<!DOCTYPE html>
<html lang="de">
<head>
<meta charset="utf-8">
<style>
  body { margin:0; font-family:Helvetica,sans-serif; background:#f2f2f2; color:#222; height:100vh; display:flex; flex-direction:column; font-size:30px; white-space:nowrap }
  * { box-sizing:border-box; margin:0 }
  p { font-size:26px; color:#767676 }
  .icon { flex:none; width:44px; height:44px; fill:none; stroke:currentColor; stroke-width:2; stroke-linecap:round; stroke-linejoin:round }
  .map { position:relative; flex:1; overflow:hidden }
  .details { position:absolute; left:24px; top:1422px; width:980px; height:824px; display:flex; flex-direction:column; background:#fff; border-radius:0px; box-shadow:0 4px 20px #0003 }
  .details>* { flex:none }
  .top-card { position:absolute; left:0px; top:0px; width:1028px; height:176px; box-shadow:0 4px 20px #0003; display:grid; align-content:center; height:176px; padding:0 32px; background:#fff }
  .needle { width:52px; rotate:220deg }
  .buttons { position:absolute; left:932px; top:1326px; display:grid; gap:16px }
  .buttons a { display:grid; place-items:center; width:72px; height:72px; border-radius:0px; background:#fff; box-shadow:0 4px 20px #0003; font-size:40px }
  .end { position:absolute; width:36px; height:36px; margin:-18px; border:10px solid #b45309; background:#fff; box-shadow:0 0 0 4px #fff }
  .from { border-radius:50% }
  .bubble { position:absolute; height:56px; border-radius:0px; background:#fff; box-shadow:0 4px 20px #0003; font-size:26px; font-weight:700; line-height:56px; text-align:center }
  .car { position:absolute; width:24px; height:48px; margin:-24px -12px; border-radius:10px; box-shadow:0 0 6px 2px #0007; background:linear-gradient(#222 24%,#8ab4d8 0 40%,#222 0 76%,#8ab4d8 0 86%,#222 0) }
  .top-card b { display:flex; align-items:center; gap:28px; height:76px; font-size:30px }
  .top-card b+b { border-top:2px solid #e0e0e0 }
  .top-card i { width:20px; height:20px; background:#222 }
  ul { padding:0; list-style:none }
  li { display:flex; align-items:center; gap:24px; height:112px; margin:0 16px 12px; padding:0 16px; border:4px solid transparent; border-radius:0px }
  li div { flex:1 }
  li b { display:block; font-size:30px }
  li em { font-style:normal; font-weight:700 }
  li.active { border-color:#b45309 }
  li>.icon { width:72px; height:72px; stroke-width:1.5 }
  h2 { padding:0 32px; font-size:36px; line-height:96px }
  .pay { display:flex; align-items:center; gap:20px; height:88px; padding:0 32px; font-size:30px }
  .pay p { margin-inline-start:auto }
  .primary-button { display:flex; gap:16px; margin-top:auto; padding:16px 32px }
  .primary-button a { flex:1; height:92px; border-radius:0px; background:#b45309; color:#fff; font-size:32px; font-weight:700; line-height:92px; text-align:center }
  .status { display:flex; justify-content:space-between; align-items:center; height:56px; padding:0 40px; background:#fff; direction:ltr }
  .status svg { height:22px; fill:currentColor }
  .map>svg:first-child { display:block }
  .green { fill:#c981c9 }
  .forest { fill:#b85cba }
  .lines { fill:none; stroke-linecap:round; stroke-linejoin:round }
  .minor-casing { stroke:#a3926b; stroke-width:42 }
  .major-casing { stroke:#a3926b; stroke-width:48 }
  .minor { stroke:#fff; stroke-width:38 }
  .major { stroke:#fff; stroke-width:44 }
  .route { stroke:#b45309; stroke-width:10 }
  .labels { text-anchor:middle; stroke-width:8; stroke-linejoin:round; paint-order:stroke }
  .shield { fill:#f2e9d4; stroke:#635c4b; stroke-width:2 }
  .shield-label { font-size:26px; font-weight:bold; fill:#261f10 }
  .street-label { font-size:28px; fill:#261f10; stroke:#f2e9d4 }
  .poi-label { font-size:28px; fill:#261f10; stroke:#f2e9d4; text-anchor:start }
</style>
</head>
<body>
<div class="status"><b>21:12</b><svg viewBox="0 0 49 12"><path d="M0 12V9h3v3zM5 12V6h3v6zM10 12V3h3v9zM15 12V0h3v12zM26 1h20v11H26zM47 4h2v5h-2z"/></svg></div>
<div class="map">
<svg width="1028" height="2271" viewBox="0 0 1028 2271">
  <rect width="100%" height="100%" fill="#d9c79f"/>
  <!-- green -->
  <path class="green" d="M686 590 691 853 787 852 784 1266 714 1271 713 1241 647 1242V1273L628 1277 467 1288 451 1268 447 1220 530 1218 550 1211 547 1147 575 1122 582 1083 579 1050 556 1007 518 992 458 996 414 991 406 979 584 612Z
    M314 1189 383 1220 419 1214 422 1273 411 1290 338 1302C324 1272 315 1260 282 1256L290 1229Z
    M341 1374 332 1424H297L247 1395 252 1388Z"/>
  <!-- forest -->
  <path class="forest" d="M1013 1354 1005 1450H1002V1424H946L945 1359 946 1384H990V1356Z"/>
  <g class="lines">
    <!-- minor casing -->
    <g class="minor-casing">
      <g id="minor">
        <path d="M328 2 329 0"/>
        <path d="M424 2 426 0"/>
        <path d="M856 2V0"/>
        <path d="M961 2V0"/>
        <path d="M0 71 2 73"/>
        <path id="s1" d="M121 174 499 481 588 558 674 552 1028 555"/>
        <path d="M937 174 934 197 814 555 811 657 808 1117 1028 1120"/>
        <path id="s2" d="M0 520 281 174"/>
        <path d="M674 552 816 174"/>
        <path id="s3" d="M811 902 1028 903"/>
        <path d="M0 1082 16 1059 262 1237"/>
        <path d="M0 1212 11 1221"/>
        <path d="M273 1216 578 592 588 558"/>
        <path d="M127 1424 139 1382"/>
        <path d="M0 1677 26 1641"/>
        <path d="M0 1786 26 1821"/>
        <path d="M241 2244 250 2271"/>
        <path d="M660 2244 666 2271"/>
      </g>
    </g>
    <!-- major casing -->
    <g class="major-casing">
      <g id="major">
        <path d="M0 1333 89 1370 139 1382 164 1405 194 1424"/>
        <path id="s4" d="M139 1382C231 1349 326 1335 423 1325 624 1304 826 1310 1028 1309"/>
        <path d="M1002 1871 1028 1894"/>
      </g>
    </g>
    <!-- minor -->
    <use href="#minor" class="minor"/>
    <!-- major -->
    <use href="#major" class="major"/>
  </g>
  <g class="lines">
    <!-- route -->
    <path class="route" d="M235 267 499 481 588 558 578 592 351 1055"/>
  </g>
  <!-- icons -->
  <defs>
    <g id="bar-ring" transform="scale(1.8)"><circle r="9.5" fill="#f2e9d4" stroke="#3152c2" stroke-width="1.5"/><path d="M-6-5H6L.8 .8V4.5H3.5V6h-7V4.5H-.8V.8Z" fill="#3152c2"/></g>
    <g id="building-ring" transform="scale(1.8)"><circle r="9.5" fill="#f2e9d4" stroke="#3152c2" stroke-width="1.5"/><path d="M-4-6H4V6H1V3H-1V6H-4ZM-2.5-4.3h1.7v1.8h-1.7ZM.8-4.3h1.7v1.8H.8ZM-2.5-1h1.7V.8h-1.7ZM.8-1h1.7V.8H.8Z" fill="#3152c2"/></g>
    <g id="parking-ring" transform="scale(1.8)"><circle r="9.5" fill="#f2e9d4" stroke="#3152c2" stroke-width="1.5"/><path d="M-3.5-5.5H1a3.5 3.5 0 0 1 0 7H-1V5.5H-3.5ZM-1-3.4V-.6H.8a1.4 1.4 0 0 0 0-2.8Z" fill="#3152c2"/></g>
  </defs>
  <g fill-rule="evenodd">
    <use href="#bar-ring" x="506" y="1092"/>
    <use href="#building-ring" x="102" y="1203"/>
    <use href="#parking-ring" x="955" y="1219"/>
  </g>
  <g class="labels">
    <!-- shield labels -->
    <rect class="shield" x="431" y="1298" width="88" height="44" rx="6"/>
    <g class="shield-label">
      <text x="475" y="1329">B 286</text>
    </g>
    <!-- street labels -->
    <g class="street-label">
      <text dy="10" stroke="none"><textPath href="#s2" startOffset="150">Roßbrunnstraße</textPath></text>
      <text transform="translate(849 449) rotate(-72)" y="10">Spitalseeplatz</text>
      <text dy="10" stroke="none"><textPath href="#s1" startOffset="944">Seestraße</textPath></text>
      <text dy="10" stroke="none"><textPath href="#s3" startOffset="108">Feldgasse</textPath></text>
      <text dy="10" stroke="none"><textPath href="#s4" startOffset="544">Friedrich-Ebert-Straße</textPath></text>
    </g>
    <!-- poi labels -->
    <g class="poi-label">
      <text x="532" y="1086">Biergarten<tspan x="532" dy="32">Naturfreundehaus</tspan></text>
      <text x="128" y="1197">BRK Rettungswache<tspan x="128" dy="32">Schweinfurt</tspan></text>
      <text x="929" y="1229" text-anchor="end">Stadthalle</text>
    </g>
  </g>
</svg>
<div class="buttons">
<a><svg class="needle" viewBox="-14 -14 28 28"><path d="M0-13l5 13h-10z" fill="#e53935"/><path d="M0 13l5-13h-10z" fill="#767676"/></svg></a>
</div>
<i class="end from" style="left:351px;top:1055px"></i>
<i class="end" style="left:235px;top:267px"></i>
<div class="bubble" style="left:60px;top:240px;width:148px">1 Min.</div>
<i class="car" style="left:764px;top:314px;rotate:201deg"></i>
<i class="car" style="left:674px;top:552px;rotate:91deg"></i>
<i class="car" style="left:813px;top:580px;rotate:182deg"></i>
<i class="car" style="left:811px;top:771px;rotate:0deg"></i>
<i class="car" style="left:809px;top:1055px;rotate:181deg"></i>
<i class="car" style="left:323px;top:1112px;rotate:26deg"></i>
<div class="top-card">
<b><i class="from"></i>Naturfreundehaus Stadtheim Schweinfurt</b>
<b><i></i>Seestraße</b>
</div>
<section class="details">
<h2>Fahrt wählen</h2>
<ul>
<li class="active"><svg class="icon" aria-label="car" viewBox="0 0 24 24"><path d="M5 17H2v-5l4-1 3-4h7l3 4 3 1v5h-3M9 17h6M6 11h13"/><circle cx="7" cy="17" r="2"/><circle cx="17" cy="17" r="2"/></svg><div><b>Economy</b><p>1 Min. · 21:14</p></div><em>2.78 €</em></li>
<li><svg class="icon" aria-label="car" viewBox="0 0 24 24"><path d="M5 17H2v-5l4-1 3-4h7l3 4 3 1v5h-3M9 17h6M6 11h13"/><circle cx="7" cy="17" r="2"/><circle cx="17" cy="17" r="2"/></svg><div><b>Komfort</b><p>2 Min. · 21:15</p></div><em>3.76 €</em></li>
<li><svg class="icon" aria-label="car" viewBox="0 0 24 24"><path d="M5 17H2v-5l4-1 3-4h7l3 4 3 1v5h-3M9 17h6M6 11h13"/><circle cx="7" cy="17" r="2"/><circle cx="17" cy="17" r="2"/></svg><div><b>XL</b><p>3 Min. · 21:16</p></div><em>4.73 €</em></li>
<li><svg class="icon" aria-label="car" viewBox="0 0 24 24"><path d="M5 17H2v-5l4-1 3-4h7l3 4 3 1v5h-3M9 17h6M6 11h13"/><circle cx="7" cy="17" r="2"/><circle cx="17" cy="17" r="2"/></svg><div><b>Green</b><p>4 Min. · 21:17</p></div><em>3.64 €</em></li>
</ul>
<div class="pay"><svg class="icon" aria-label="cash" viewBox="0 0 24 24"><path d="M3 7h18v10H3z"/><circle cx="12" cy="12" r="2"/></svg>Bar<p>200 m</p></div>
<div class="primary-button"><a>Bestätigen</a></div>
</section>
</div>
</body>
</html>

**The problem**.
Each of the lines from the one holding "Min. · 21:14</p></div><em>2.78 €</em></li>" through the final line of the entries is to be set down exactly, and no others.

**Exercise answer**.
<li class="active"><svg class="icon" aria-label="car" viewBox="0 0 24 24"><path d="M5 17H2v-5l4-1 3-4h7l3 4 3 1v5h-3M9 17h6M6 11h13"/><circle cx="7" cy="17" r="2"/><circle cx="17" cy="17" r="2"/></svg><div><b>Economy</b><p>1 Min. · 21:14</p></div><em>2.78 €</em></li>
<li><svg class="icon" aria-label="car" viewBox="0 0 24 24"><path d="M5 17H2v-5l4-1 3-4h7l3 4 3 1v5h-3M9 17h6M6 11h13"/><circle cx="7" cy="17" r="2"/><circle cx="17" cy="17" r="2"/></svg><div><b>Komfort</b><p>2 Min. · 21:15</p></div><em>3.76 €</em></li>
<li><svg class="icon" aria-label="car" viewBox="0 0 24 24"><path d="M5 17H2v-5l4-1 3-4h7l3 4 3 1v5h-3M9 17h6M6 11h13"/><circle cx="7" cy="17" r="2"/><circle cx="17" cy="17" r="2"/></svg><div><b>XL</b><p>3 Min. · 21:16</p></div><em>4.73 €</em></li>
<li><svg class="icon" aria-label="car" viewBox="0 0 24 24"><path d="M5 17H2v-5l4-1 3-4h7l3 4 3 1v5h-3M9 17h6M6 11h13"/><circle cx="7" cy="17" r="2"/><circle cx="17" cy="17" r="2"/></svg><div><b>Green</b><p>4 Min. · 21:17</p></div><em>3.64 €</em></li>
</ul>
<div class="pay"><svg class="icon" aria-label="cash" viewBox="0 0 24 24"><path d="M3 7h18v10H3z"/><circle cx="12" cy="12" r="2"/></svg>Bar<p>200 m</p></div>
<div class="primary-button"><a>Bestätigen</a></div>
</section>
</div>
</body>
</html>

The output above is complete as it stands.